Сам Блок в том же 1908 году написал стихотворение «Поэты», в котором признался, чуть прикрывшись коллективной ответственностью множественного числа, в фальшивости своего словотворчества, фальшивости поэтической жизни вообще. Последнее четверостишие идет уже от первого лица – о фальшивости символизма:
Пускай я умру под забором, как пёс,
Пусть жизнь меня в землю втоптала, –
Я верю: то бог меня снегом занёс,
Блок понимал – и чем дальше от периода Прекрасной Дамы, тем яснее, – что большинство его стихов – стихи для барышень и для женоподобных юношей, что в его поэзии нет жизни, а только пустота, прикрытая вуалью как бы тайны. Трагедия Блока была в его разумности, в нормальности, себя осознающей, – в отличие от Белого, который был настоящим психически больным – периоды ремиссий сменялись обострениями, почитайте его письма Блоку весны 1912 года, когда он с женой Асей Тургеневой находился в секте антропософа Рудольфа Штейнера – там шизофрения в стадии обострения, когда больного бросает от духовидения к мании преследования – в кольце врагов.

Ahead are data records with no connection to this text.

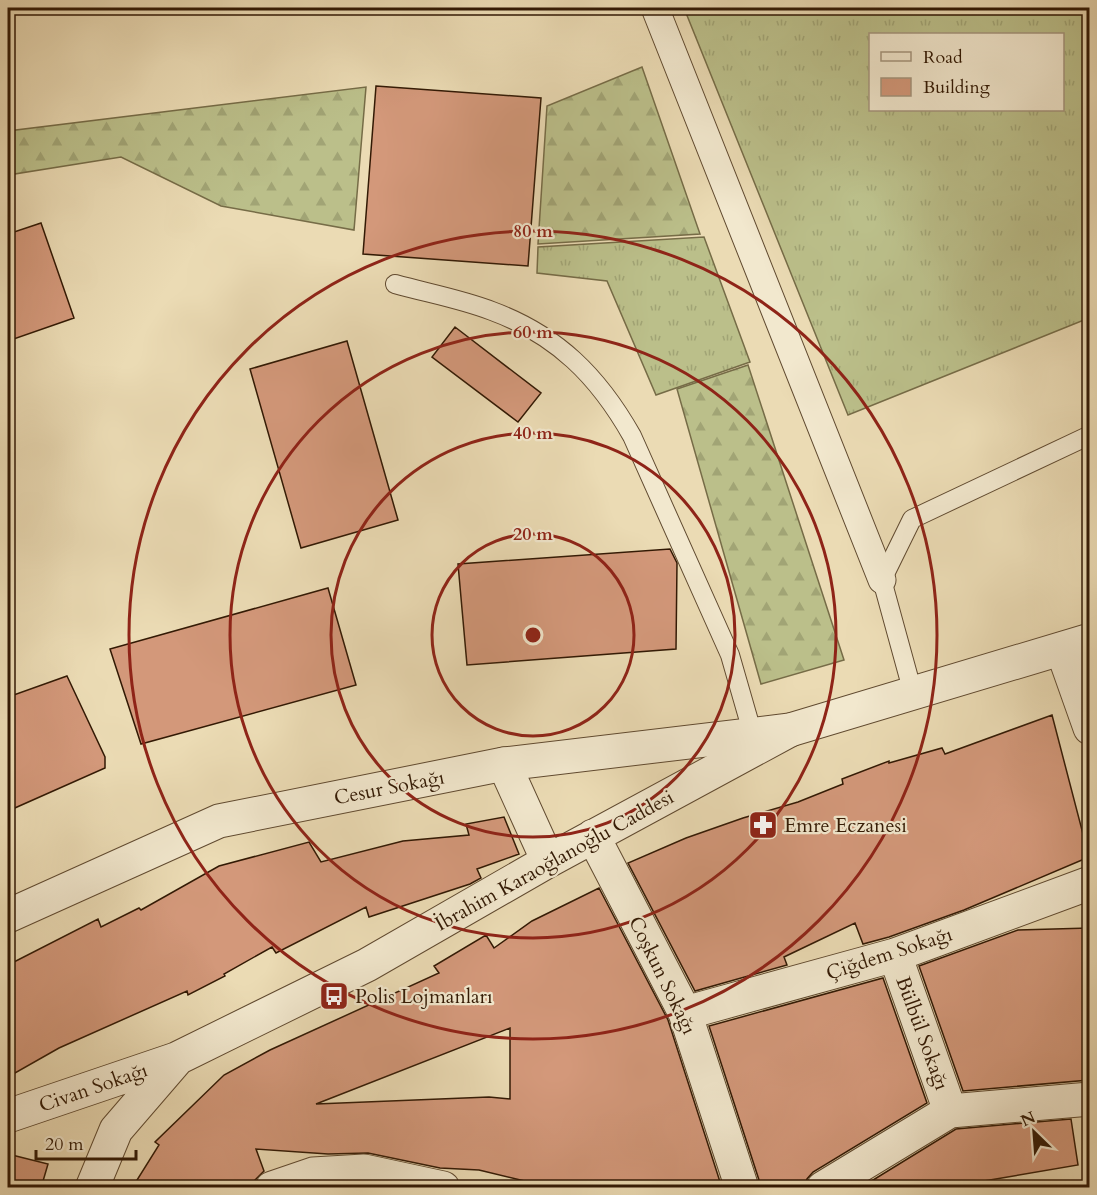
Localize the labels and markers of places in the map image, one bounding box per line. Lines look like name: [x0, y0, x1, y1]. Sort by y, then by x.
centre of rings: [523, 625, 543, 645]
pharmacy icon: Emre Eczanesi: [747, 809, 779, 841]
place label: Emre Eczanesi: [784, 812, 907, 839]
bus stop icon: Polis Lojmanları: [318, 980, 350, 1012]
place label: Polis Lojmanları: [355, 983, 493, 1010]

Блок отвечает тактично, как психиатр: «Второе Твое (обращаться друг к другу с прописной буквы навязано Блоку Белым – И.Ф.) письмо я читал совсем один в квартире, получив его поздно вечером, – и даже мне, при всей моей “уравновешенности”, было чуть-чуть не по себе».
Интересно, что в этой переписке – за несколько лет до «Двенадцати» – Белый сообщает Блоку мнение своего Учителя: «Штейнер говорит, что в то время, как каждую расу или группу рас ведет тот или иной Гений Покровитель (Архангел), славянство не ведет никто. Но странное дело: оккультное исследование над эфирным телом славянина показывает, что в нем вписано имя самого Христа. Отсюда явствует, что славянство, в частности Россию, после громадной тяжести, которую еще всем нам предстоит пережить, поведет сам Христос, а не кто-либо другой)».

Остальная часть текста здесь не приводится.